• [EXERCISE DESCRIPTION]: Once the line containing "height:8px; margin:-4px; padding:0" has been written out, stop; until then, restate each line of the entries below word for word from the first.

• [Records from a dataset]:

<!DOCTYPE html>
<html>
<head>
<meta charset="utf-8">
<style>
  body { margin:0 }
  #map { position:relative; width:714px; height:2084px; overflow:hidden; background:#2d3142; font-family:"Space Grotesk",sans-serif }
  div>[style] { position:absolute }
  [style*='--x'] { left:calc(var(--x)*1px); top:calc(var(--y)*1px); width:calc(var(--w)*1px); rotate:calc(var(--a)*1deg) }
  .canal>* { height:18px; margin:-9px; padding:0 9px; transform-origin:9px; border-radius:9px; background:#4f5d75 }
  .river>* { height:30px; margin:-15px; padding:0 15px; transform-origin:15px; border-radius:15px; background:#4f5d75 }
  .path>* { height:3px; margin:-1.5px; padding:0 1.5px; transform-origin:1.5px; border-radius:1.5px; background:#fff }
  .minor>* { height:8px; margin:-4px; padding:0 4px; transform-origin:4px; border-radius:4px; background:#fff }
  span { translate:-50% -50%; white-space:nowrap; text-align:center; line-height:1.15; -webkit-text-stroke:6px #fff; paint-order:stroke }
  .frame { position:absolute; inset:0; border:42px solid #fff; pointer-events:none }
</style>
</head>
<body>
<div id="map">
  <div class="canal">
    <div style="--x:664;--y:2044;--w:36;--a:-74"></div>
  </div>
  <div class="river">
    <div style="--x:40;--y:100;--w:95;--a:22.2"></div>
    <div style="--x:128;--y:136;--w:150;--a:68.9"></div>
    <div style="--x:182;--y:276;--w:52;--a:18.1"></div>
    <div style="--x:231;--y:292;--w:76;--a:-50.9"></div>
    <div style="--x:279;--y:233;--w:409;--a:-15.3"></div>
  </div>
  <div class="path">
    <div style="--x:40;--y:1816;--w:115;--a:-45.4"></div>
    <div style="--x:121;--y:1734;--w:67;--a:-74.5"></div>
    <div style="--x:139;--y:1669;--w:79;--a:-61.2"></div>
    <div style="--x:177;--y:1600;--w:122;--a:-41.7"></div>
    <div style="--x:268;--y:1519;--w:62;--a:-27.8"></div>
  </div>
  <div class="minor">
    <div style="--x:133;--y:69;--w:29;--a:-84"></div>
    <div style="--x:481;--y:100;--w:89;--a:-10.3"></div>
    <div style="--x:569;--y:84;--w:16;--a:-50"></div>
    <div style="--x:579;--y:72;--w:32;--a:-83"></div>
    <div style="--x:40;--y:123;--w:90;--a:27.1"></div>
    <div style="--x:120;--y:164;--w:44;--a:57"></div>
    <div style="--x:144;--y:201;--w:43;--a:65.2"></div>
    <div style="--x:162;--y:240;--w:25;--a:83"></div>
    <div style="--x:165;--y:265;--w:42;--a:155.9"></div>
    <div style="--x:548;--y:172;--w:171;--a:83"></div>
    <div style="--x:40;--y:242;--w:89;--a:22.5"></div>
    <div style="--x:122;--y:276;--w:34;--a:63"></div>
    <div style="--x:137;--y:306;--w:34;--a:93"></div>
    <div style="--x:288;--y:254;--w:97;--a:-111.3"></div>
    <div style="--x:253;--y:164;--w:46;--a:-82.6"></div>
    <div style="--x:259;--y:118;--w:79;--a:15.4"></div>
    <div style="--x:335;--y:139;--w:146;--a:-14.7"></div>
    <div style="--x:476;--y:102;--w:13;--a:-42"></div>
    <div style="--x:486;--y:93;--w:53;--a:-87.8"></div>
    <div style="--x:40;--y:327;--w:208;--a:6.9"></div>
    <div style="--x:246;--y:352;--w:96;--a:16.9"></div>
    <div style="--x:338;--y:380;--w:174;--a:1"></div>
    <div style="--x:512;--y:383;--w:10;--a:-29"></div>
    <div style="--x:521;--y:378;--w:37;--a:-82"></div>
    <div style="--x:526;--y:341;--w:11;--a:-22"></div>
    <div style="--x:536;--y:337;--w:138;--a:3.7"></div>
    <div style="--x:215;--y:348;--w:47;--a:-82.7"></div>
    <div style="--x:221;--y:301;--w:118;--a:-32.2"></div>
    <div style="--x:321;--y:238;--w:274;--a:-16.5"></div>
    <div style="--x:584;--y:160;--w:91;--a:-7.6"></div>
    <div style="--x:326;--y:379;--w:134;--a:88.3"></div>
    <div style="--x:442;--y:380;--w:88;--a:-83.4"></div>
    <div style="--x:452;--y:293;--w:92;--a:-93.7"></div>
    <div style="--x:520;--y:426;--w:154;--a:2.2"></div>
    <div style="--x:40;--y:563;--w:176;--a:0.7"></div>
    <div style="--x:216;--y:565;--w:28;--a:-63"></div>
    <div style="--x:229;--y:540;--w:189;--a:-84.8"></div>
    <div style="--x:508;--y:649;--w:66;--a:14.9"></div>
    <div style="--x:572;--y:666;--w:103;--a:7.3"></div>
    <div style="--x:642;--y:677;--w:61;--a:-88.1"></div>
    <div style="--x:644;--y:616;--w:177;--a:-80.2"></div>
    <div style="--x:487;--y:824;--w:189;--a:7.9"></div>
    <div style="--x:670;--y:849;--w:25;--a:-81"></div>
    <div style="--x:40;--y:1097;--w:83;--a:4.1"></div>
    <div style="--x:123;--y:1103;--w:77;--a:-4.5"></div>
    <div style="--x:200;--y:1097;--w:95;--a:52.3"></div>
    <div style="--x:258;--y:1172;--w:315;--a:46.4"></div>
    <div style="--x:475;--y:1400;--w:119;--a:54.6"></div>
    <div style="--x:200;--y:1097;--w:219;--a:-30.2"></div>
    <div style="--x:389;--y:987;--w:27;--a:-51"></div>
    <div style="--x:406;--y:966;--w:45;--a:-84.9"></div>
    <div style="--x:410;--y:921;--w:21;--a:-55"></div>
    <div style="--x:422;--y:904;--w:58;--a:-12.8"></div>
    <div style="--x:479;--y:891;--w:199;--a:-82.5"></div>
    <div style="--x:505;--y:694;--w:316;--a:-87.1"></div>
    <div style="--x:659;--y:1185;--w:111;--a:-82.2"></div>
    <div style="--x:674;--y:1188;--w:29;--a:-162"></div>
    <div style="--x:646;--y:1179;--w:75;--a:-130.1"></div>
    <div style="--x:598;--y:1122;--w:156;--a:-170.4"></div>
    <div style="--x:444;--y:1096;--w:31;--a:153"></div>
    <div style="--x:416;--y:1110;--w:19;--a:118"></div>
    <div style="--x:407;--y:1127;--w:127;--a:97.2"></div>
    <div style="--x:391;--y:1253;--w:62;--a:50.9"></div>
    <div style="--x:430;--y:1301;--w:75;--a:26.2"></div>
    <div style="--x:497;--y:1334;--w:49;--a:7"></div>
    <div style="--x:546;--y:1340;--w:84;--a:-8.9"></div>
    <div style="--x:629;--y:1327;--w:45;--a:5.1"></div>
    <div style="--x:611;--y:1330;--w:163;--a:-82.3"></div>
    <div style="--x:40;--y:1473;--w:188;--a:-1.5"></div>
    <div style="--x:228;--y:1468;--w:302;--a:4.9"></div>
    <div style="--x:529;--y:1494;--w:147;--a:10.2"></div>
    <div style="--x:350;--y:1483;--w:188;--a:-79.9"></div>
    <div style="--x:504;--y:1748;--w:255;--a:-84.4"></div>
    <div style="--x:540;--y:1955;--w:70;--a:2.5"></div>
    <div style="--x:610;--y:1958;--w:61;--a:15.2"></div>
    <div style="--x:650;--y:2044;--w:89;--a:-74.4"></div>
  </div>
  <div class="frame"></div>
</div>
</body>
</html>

• [SOLVED EXERCISE]:
<!DOCTYPE html>
<html>
<head>
<meta charset="utf-8">
<style>
  body { margin:0 }
  #map { position:relative; width:714px; height:2084px; overflow:hidden; background:#2d3142; font-family:"Space Grotesk",sans-serif }
  div>[style] { position:absolute }
  [style*='--x'] { left:calc(var(--x)*1px); top:calc(var(--y)*1px); width:calc(var(--w)*1px); rotate:calc(var(--a)*1deg) }
  .canal>* { height:18px; margin:-9px; padding:0 9px; transform-origin:9px; border-radius:9px; background:#4f5d75 }
  .river>* { height:30px; margin:-15px; padding:0 15px; transform-origin:15px; border-radius:15px; background:#4f5d75 }
  .path>* { height:3px; margin:-1.5px; padding:0 1.5px; transform-origin:1.5px; border-radius:1.5px; background:#fff }
  .minor>* { height:8px; margin:-4px; padding:0 4px; transform-origin:4px; border-radius:4px; background:#fff }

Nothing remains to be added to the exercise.